The following line indicates the number of stage transitions (=”Folgende Stufenuebergaenge …“ from stages 1 to 4 into stages 2 to 5 which occurred during the simulation.

Then the result file displays the genome of the cell which has first reached stage 5 “Erste Zelle der Stufe 5”as well as the number of cells (“Gesamtanzahl”) with this sequence in stage 5 at the end of the simulation. The "Anzahl der reproduzierten Zellen" indicates how often this cell has been reproduced through mutation from cells with different genomes. “Geburt, Evolutionsstufe” indicates the cell division number (“Geburt”) when the cell first occurred and the number of mutations steps which were necessary to produce the cell.

If the stop option 2 has been used, the result line also displays the ancestry "Erblinie" of the cells which ave reached stage 5. For each cell type of the lineage leading to the first cell in stage 5, the result file displays “Geburt"and "Evolutionsstufe”
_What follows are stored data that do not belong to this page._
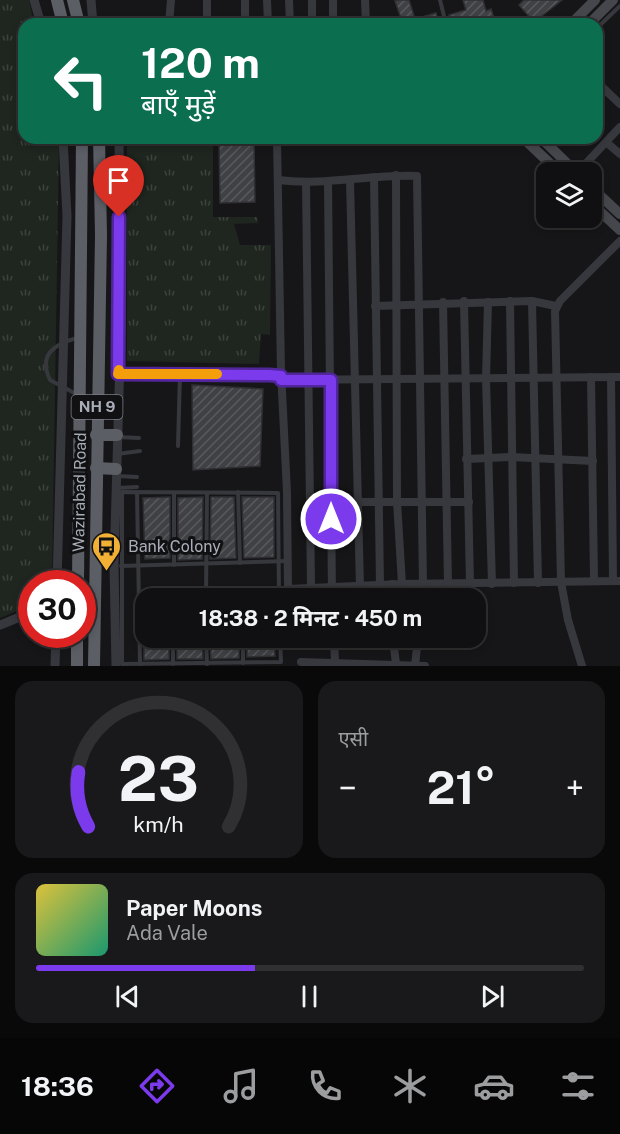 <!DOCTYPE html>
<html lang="hi">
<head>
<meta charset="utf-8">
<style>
  :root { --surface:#101012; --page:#19191b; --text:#f1f3f6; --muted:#9c9d9f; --line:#303032; --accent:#7c3aed }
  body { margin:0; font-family:"Public Sans","Noto Sans Devanagari",sans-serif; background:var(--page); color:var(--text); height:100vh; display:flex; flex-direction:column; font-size:22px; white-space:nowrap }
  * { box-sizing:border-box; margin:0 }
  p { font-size:20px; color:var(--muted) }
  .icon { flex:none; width:33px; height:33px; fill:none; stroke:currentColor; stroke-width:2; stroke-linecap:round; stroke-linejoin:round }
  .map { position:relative; height:666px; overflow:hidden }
  .drawer { display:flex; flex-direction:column; gap:15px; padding:15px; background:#09090a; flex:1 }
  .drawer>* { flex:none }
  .guide { position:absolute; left:18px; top:18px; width:585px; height:126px; border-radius:18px; box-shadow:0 3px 9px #0003,0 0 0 2px var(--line); background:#0b6e4f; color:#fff; overflow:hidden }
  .tools { position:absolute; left:536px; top:162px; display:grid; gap:12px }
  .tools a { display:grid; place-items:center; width:66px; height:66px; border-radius:12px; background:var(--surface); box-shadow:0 3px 9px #0003,0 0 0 2px var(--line); font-size:30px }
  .speed { position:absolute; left:18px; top:570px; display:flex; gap:12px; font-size:30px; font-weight:700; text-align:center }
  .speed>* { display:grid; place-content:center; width:78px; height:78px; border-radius:50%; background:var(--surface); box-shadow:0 3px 9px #0003,0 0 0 2px var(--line); line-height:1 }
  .speed .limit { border:9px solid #d22; background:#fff; color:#111 }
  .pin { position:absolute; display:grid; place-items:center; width:51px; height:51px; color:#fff; margin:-62px -26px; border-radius:50% 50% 50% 0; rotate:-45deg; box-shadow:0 0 6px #0007 }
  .pin .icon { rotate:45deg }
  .me { position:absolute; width:66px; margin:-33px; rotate:0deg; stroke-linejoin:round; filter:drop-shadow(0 0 4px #0008) }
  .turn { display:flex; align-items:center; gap:21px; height:126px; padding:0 24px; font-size:27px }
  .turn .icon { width:78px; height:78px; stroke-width:2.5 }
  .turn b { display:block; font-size:42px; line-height:51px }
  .big { font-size:45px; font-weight:700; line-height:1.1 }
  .drawer .tile { flex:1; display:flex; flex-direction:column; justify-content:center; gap:9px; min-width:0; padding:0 21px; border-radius:18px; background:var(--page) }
  .drawer .dial { align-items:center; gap:0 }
  .dial svg { height:156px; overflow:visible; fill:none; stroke:var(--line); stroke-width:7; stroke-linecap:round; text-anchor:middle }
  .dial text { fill:var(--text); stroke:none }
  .song { display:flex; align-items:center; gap:18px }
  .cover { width:72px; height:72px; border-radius:9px; background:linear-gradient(135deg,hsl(50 70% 55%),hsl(160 70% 35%)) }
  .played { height:6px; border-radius:3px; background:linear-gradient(90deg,var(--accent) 40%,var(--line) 40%) }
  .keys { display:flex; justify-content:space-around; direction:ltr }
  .heat { display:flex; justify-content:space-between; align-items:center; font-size:33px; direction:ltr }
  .drawer .tiles { flex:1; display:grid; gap:15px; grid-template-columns:1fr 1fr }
  .tile:last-child { grid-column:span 2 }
  .trip { position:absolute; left:135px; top:588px; width:351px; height:60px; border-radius:18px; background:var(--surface); box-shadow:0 3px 9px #0003,0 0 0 2px var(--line); font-weight:700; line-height:60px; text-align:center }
  .tabs { display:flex; height:96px; justify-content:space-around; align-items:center; background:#060607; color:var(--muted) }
  .tabs .icon { width:42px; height:42px }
  .tabs .active { color:var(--accent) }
  .tabs b { font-size:27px; color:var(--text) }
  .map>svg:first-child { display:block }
  .grass { fill:url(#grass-tufts) }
  .building { fill:url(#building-hatch); stroke:#303034; stroke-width:1.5 }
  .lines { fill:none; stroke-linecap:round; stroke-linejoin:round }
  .service { stroke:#37383d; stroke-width:4 }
  .minor { stroke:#37383d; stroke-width:8 }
  .tertiary { stroke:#37383d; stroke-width:9 }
  .secondary { stroke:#45474d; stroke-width:10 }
  .trunk { stroke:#5b5e65; stroke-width:12 }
  .route-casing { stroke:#51269a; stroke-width:15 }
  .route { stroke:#7c3aed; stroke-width:10 }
  .slow { stroke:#f59e0b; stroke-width:10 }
  .labels { text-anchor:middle; stroke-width:6; stroke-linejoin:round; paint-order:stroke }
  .shield { fill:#111113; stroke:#7b7e86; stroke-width:1.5 }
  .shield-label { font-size:15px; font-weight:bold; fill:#a8adb8 }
  .street-label { font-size:16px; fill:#a8adb8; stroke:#111113 }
  .poi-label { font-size:16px; fill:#a8adb8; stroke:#111113; text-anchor:start }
</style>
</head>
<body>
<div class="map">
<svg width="620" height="666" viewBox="0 0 620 666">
  <defs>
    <pattern id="grass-tufts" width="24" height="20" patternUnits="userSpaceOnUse" patternTransform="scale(1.5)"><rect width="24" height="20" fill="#1e261f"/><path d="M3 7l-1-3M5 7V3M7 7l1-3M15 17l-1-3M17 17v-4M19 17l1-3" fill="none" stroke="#3c433d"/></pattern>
    <pattern id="building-hatch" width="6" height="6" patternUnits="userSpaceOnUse" patternTransform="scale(1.5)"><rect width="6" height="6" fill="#404145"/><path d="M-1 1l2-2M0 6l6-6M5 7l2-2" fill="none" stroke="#595a5e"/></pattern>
  </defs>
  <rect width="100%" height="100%" fill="#161618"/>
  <!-- grass -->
  <g class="grass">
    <path d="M 0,0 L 29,0 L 34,24 L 24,24 L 24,138 L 59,138 L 52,583 L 32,584 L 31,605 L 0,618 Z"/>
    <path d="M 127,138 L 213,138 L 213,217 L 257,217 L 258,223 L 234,224 L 240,245 L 271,245 L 270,335 L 261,334 L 259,364 L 127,361 Z"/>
  </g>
  <!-- building -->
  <g class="building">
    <path d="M 399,0 L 409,0 L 415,19 L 436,13 L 439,24 L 403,24 L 395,1 Z"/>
    <path d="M 463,0 L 483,0 L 486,11 L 491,9 L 496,24 L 452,24 L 449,15 L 466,10 Z"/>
    <path d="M 524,0 L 562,0 L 534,22 L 519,5 Z"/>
    <path d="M 254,142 L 255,202 L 220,203 L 219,143 Z"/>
    <path d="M 192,385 L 263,389 L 260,466 L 193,470 Z"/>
    <path d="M 170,497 L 170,558 L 145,559 L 143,498 Z"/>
    <path d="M 203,497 L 202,559 L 178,560 L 178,498 Z"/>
    <path d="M 211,497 L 234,497 L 236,558 L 210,559 Z"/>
    <path d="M 242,497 L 274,497 L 274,557 L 244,558 Z"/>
    <path d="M 144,638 L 169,638 L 169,659 L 144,660 Z"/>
    <path d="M 177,638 L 202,638 L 203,659 L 177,659 Z"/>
    <path d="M 210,638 L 239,638 L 239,658 L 211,659 Z"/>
    <path d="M 247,638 L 274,638 L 275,656 L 247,657 Z"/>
  </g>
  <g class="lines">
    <!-- service -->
    <g class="service">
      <path d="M 440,0 L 446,24"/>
      <path d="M 500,20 L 502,24"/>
      <path d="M 597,28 L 620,6"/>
      <path d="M 77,338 C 54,344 38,355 50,380 L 78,395"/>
      <path d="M 118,437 L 139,438"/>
      <path d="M 178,446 L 180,374"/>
      <path d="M 117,454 L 140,451"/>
      <path d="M 117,476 L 137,477"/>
      <path d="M 117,488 L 137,487"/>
      <path d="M 137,492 L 140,664"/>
      <path d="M 238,492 L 240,563"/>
      <path d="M 174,493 L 174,565"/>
      <path d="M 121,566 L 286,561"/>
      <path d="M 140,596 L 279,592"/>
      <path d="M 206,598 L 207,493"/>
      <path d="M 279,598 L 278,493 L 122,492 L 122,664 L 281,662 L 280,638"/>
      <path d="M 173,638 L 173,664"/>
      <path d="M 206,638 L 207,664"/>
      <path d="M 243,638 L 243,663"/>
    </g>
    <!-- minor -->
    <g class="minor">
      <path d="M 245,0 L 245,24"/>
      <path d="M 267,0 L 268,24"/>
      <path d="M 289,0 L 290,24"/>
      <path d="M 312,0 L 312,24"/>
      <path d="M 333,0 L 333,24"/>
      <path d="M 365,0 L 366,24"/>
      <path d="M 169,24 L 171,0"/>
      <path d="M 207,24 L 207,0"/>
      <path d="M 597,82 L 620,104"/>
      <path d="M 277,138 L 281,371 L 287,492 L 288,589 L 402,584 L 620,581"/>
      <path d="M 606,142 L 620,154"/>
      <path d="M 578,172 L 620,127"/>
      <path d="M 396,175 L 397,501 L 402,584"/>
      <path d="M 374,177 L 380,585"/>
      <path d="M 278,180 C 325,186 370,174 417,176 L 423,586"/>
      <path d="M 350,180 L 360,587"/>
      <path d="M 328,181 L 332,598"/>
      <path d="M 306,183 L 311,588"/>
      <path d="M 464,301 L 470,584"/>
      <path d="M 510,301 L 514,583"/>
      <path d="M 532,301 L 538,583"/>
      <path d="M 443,302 L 448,585"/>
      <path d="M 488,302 L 486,379 L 492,584"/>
      <path d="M 375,306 L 532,301 L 556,306"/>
      <path d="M 119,374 L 281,376"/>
      <path d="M 591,377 L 594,579"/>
      <path d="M 611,377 L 613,581"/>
      <path d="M 281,380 L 620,377"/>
      <path d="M 466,459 L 511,457 L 593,461"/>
      <path d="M 358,502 L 469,502"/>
      <path d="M 417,585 L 418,598"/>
      <path d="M 391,598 L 392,584"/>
      <path d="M 334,638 L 335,662"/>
      <path d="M 393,638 L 396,664"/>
      <path d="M 301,662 L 425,666"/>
      <path d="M 415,666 L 418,638"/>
      <path d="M 582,666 L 568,620 L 561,582 L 555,311 L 560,301 L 620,241"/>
    </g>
    <!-- tertiary -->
    <g class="tertiary">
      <path d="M 34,0 L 41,24"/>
      <path d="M 91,0 L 93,24"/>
      <path d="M 57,584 L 67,216 L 63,138"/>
      <path d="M 0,625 L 32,612"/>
      <path d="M 55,666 L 56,634"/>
      <path d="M 116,666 L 114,566 L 121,324 L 119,138"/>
    </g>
    <!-- secondary -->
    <g class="secondary">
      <path d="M 571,24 L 595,0"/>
      <path d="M 589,24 L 613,0"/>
      <path d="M 523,138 L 559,172"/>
      <path d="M 541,138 L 576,172"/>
      <path d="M 591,187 L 620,214"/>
      <path d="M 591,203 L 620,230"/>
    </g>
    <!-- trunk -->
    <g class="trunk">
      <path d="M 57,0 L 63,24"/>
      <path d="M 73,0 L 79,24"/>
      <path d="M 96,435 L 117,435"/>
      <path d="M 96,468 L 116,469"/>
      <path d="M 78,584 L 82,138"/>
      <path d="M 77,666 L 77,634"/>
      <path d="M 94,666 L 101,235 L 99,138"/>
    </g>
  </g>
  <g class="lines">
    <defs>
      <path id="route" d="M 119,217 L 118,374 L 269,375 L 281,376 L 281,380 L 331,380 L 331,519"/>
    </defs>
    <!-- route casing -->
    <use href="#route" class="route-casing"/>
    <!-- route -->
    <use href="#route" class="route"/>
    <!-- slow -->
    <path class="slow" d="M 119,370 L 118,374 L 217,374"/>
  </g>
  <!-- icons -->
  <defs>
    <symbol id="bus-pin" viewBox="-11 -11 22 30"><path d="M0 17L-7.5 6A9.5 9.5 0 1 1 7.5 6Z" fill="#f2b134" stroke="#111113"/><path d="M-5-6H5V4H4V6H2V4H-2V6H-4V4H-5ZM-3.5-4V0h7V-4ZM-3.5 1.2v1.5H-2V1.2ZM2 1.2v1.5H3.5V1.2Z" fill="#111"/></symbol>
  </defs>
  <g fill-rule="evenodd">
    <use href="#bus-pin" x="90" y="530" width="33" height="45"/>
  </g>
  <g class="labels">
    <!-- shield labels -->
    <rect class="shield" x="71.5" y="395" width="51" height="24" rx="4.5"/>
    <g class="shield-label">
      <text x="97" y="412">NH 9</text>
    </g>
    <!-- street labels -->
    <g class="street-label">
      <text transform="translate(79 492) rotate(-89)" y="6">Wazirabad Road</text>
    </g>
    <!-- poi labels -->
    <g class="poi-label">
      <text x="128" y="552">Bank Colony</text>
    </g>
  </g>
</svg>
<div class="tools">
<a><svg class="icon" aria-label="layers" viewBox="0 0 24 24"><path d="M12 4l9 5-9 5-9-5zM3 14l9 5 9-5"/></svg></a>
</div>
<div class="speed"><div class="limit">30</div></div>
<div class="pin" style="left:119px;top:217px;background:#d93025"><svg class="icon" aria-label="arrive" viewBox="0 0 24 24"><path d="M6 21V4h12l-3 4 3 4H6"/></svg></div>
<svg class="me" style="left:331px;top:519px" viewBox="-20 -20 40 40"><circle r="17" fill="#7c3aed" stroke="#fff" stroke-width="3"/><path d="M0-11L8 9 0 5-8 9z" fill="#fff"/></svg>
<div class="trip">18:38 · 2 मिनट · 450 m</div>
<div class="guide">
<div class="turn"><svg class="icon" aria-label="left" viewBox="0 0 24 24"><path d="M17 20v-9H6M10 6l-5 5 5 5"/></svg><div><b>120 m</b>बाएँ मुड़ें</div></div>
</div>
</div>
<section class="drawer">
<div class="tiles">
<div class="tile dial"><svg viewBox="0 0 100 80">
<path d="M14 69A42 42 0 1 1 86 69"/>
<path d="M14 69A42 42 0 0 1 9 41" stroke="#7c3aed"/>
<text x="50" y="56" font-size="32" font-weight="700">23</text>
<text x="50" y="72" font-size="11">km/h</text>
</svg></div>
<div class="tile"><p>एसी</p>
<div class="heat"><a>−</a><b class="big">21°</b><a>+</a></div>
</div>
<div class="tile">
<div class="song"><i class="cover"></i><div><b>Paper Moons</b><p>Ada Vale</p></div></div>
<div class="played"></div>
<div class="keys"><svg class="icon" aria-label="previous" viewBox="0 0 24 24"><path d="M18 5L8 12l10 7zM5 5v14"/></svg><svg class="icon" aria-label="pause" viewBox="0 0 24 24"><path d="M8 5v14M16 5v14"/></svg><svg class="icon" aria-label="next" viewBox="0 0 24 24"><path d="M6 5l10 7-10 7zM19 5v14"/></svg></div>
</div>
</div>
</section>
<nav class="tabs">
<b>18:36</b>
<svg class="icon active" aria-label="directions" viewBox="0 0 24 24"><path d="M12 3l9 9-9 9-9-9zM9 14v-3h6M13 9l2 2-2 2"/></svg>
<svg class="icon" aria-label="music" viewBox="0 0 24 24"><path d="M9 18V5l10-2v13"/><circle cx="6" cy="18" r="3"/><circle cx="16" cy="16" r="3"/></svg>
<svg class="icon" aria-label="phone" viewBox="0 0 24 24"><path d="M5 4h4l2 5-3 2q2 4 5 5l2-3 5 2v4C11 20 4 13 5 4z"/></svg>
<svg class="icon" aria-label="climate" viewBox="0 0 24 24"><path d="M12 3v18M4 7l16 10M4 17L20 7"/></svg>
<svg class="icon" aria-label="car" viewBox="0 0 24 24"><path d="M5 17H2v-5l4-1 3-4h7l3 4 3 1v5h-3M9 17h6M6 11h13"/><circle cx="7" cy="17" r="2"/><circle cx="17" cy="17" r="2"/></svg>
<svg class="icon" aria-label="filters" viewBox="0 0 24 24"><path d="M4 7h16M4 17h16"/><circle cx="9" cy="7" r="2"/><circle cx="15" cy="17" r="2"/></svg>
</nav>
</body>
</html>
The program package consists of the following files:

sim the executable file README this file The program produces the file "genmuster.sim" and the results file

LICENCE AGREEMENT:

The program and all accompanying software, files, data and materials, are distributed and provided "AS IS" and with no warranties of any kind, whether express or implied, including, without limitation, any warranty of merchantability or fitness for a particular purpose. Neither Albert Rübben or the authors of the program warrant, guarantee, or make any representations regarding the use of, or the results of the use of the program. Neither Albert Rübben or the authors of the program are liable for any damage or financial loss arising out of the use of, or inability to use the program. By using , installing, copying, distributing, or transmitting the program, the user agrees to all of the terms of this license agreement.